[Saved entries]
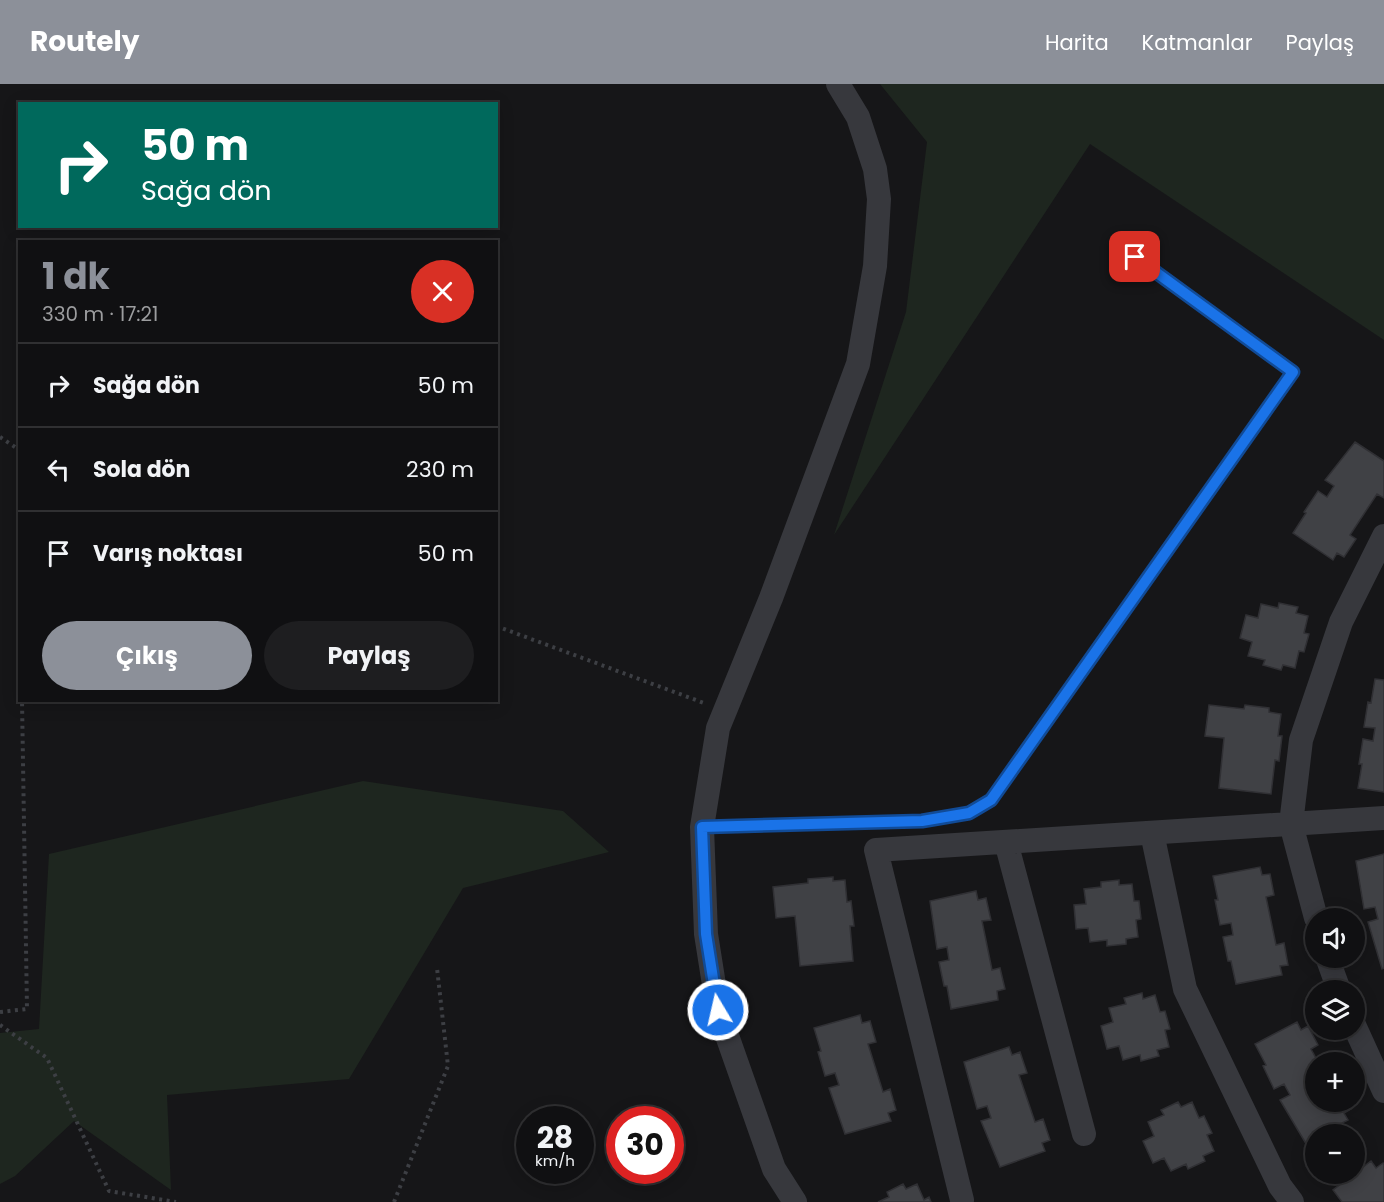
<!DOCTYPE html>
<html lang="tr">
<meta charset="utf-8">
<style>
:root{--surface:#101012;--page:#1e1e20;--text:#f1f3f6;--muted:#9c9d9f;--line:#303032;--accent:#8c9099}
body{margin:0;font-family:Poppins,sans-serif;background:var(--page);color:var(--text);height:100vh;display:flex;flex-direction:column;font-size:22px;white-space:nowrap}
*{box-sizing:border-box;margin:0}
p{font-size:20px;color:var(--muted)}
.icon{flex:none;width:33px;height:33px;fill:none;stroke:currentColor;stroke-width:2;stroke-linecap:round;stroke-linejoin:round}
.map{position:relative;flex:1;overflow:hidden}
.details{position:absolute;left:18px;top:156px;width:480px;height:462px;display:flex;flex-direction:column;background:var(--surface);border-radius:0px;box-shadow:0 3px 15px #0003,0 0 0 2px var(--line)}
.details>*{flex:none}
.top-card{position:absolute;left:18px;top:18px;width:480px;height:126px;border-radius:0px;box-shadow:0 3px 15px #0003,0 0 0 2px var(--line);background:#00695c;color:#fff;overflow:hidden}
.fabs{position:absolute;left:1305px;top:824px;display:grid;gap:12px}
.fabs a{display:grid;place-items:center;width:60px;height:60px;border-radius:50%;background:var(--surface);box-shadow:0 3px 15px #0003,0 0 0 2px var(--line);font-size:30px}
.speed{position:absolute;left:516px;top:1022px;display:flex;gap:12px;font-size:30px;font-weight:700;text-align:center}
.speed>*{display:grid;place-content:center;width:78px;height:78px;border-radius:50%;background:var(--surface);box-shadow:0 3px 15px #0003,0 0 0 2px var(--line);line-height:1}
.speed small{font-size:15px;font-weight:400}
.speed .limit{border:9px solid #d22;background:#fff;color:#111}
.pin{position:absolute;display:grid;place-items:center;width:51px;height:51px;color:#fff;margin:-26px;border-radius:12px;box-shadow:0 3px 9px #0006}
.me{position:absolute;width:66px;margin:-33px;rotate:351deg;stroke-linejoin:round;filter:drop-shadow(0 0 4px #0008)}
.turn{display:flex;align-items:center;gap:21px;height:126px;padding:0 24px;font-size:27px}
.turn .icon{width:78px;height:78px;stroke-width:2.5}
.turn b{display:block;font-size:42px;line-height:51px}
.round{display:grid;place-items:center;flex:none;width:63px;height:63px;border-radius:32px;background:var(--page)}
.summary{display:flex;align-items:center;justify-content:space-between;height:102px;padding:0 24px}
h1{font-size:36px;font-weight:700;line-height:45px;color:var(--accent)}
.action{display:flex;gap:12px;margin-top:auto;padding:12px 24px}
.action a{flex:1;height:69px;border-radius:36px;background:var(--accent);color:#fff;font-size:24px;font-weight:700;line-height:69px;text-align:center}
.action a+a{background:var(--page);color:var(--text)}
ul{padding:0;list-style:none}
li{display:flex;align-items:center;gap:18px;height:84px;padding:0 24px;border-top:2px solid var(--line)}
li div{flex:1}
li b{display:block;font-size:22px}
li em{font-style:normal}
header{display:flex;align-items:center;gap:36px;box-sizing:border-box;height:84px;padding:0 30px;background:var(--accent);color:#fff}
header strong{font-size:28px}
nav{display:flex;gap:33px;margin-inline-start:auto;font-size:21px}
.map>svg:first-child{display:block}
.green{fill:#1e261f}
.building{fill:#404145;stroke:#303034;stroke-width:1.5}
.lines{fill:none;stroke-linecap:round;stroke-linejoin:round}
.path{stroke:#3d3f44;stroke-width:4;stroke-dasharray:3 4.5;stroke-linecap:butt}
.service{stroke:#37383d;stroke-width:12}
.minor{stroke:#37383d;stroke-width:24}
.route-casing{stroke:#114b97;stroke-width:15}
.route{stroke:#1a73e8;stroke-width:10}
</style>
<header>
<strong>Routely</strong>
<nav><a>Harita</a><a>Katmanlar</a><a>Paylaş</a></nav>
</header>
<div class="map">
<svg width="1384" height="1118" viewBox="0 0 1384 1118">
<rect width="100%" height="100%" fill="#161618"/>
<path class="green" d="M880,0h504v256l-294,-196 -256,391 72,-223 21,-170z
M363,697l200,30 46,41 -146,36 -114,191 -182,16 4,95 -97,-69 -59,55 -15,8v-151l39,-4 10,-175z"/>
<path class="building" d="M1355,358l29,19v37l-7,-4 -27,41 6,4 -12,18 -7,-4 -4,7 -40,-27 13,-20 -2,-1 14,-21 9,6 7,-11 -9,-6z
M1279,519l19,4 -2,6 12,3 -4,17 5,1 -5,18 -5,-1 -4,17 -12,-3 -2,5 -18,-5 2,-5 -17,-4 4,-14 -12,-4 6,-23 12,3 3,-14 17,4z
M1375,595l9,1v112l-26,-4 4,-24h-3l4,-25 10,2 2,-13 -11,-1 4,-25 3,1z
M1209,621l35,4 1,-4 24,3v4l12,2 -3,22h4l-3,25 -4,-1 -4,34 -52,-6 5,-50 -19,-2z
M1384,770v114l-2,1 -14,-47 10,-3 -3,-12 -11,2 -8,-48z
M1260,783l2,8 8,-1 4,21 -8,2 10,48 8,-2 4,22 -8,1 2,9 -46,9 -5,-23h-3l-5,-24 10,-2 -2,-12 -11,2 -5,-25h3l-5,-24z
M833,793v4l12,-1 2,22 4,-1 3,25h-4l3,35 -53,5 -5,-50 -19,2 -3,-31 35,-4v-4z
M1119,796v5l13,-1 2,17h5l2,18 -5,1 2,17 -12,2v5l-19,2v-6l-17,2 -2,-14 -12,1 -2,-24 12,-1 -2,-15 17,-2v-5z
M976,807l2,9 8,-2 5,22 -9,1 10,49 8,-2 5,21 -8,2 1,9 -47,9 -4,-23h-3l-5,-24 10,-2 -2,-13 -10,2 -7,-48z
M1142,909l1,6 12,-4 5,17 5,-1 5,18 -5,1 4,17 -12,3 2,6 -18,5 -1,-6 -17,5 -4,-14 -12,3 -6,-23 12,-4 -4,-14 17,-4 -2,-6z
M860,931l2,8 8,-2 6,21 -8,2 15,48 7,-3 6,21 -8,3 3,8 -46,13 -16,-46 10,-3 -4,-12 -10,3 -7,-24 3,-1 -7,-23z
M1297,938l4,8 7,-4 10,19 -7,4 7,13h-2v39h31l4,8 -7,4 4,7 -27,14h-5v3l-11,5 -25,-42 10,-5 -6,-11 -10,5 -11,-23 3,-1 -11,-21z
M1009,963l3,8 8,-3 7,21 -8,2 16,47 8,-3 7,21 -8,3 3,8 -45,16 -19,-46 10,-3 -4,-12 -10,3 -13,-47z
M1178,1018l3,5 11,-5 7,16 5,-2 8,17 -5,2 7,16 -11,5 2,5 -17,8 -2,-5 -15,7 -7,-13 -11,5 -10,-22 11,-5 -6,-14 16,-7 -3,-5z
M1371,1077l5,7 7,-5 1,2v37h-42l-9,-12z
M903,1100l3,5 11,-5 7,16 5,-3 2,5h-53l11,-5 -2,-5z"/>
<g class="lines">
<path class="path" d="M0,353l18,12
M20,366v82
M496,542l208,77
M0,928l27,-3 -5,-309
M0,941l47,33 62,133 67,11
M394,1118l54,-136 -11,-98"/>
<path class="service" d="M702,743l220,-6 47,-8 22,-13 302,-428 -158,-115"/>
<path class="minor" d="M1152,749l33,156 95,197 12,16
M1006,758l78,292
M1316,834l-25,-94 10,-84 40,-118 43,-86
M1327,873l12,33
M1354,941l30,66
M962,1116l-86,-350 508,-32
M795,1118l-21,-33 -56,-159 -12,-76 -4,-107 16,-99 53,-130 87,-234 17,-98 4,-67 -4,-30 -17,-52 -20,-33"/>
</g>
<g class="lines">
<g class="route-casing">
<path id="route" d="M718,926l-12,-76 -4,-107 220,-6 47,-8 22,-13 302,-428 -158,-115"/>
</g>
<use href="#route" class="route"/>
</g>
</svg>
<div class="fabs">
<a><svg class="icon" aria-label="sound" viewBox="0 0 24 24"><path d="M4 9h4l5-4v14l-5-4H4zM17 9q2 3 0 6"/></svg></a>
<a><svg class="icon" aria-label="layers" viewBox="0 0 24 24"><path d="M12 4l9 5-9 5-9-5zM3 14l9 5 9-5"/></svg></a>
<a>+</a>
<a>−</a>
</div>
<div class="speed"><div>28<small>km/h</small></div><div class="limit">30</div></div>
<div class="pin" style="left:1135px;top:173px;background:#d93025"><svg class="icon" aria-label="arrive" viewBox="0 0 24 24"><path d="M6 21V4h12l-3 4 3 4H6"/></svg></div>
<svg class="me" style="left:718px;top:926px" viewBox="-20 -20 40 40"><circle r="17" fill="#1a73e8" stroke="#fff" stroke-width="3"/><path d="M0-11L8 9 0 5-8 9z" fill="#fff"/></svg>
<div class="top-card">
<div class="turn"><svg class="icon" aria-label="right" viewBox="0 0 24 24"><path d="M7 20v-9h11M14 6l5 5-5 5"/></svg><div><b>50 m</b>Sağa dön</div></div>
</div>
<section class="details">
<div class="summary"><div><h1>1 dk</h1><p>330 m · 17:21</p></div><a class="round" style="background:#d93025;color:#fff"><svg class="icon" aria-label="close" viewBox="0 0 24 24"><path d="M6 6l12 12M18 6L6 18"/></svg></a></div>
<ul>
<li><svg class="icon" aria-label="right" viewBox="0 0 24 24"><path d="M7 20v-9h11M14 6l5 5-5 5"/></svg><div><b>Sağa dön</b></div><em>50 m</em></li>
<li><svg class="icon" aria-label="left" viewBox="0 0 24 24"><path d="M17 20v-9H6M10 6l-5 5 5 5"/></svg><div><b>Sola dön</b></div><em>230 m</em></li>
<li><svg class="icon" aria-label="arrive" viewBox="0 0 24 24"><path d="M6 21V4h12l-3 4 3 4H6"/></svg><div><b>Varış noktası</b></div><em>50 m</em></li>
</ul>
<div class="action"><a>Çıkış</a><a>Paylaş</a></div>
</section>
</div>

Task directions.
Show the lines where the word "solid" appears in the entries.

Task answer.
.speed .limit{border:9px solid #d22;background:#fff;color:#111}
li{display:flex;align-items:center;gap:18px;height:84px;padding:0 24px;border-top:2px solid var(--line)}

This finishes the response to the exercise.